November 23, 2020
Photons Canada news

Military Standards for Photonic Components

In 2012 in the article “Optical Standards: US optics standards need change” that appeared in the December issue of Laser Focus World” by David Aiken the writer states that “US organizations are donating their expertise not only to develop a new set of national optics standards but to review and ballot ISO standards as well, ensuring that the US optics industry maintains its seat at the international table.”

“In the US photonics industry, most of our standards-such as the format of our optics drawings, the specification of roughness, and the ever contentious and misunderstood scratch-and-dig specification-began as top-down standards from the US military.” the article continues.

The trend observed is that “Increasingly, though, these top-down standards are being replaced by voluntary industrial standards, which are controlled not by the government or the military but by industry associations and organizations. And rather than being proclamations of the right way to do things, they are more often documentation of the best standard practices in the industry.”

The issue that they are trying to address is that “more than 7000 military specifications have been canceled.Of the 55 military specifications that relate to optical products, half have been canceled and one-quarter have been declared inactive.Inactive specifications can be used for existing procurement contracts but not for new ones.”

Military standards nevertheless are necessary since military equipment and components must perform in harsh conditions and must be tested accordingly. Companies that would like to sell to the military have to be aware of them and prove compliance.

In the article “Optical technology: at the speed of light” from 2011 by Courtney E. Howard she showcases the benefits of optical components. “Optical components and systems benefit aerospace and defense applications with high speed, low weight, and increased security.”
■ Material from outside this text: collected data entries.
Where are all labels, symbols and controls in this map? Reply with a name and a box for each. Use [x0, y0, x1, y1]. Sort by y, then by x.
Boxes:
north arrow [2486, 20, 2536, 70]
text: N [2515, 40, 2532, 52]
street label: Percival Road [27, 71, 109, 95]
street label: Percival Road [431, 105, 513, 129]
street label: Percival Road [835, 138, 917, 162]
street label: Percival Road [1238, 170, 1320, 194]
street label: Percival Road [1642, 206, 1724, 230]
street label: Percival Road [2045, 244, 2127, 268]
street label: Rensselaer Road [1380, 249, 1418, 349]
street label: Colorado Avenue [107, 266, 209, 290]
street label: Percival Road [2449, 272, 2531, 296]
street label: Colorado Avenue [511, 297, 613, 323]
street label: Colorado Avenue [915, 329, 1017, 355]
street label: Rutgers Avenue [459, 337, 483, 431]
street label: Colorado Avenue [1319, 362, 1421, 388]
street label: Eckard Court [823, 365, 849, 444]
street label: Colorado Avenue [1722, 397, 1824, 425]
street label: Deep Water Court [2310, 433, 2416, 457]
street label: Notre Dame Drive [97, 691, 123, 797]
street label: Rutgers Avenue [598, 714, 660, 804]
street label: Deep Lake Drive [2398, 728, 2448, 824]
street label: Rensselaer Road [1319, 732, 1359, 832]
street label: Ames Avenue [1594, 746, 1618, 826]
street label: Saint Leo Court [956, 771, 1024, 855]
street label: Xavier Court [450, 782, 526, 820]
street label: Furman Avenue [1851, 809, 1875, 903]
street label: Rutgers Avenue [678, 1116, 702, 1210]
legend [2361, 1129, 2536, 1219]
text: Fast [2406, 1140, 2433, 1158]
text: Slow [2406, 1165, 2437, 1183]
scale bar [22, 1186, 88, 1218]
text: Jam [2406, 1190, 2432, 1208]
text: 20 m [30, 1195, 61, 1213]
They are attractive “for airborne applications, ranging from a flight-critical databus to a video or sensor link, given the desire for the reduction of SWaP, ease of installation, and EMI immunity,Powers(Gregory Powers, market development manager at TE Connectivity Ltd. in Seattle (Tyco Electronics was renamed TE Connectivity Ltd. 2011)says. In ground-based applications-such as secure bunker-to-bunker communications, electro-optic (EO) sensor mast-to-control station links, or RF over fiber antennae links-the advantage of optics over distance often is the deciding factor, followed by EMI immunity, security, and reduced weight.”

Still there remain challenges to be addressed and a lot of R&D is taking place in the RF over fiber in Canada. Photons Canada is planning to host a Workshop in January 2021 on this topic.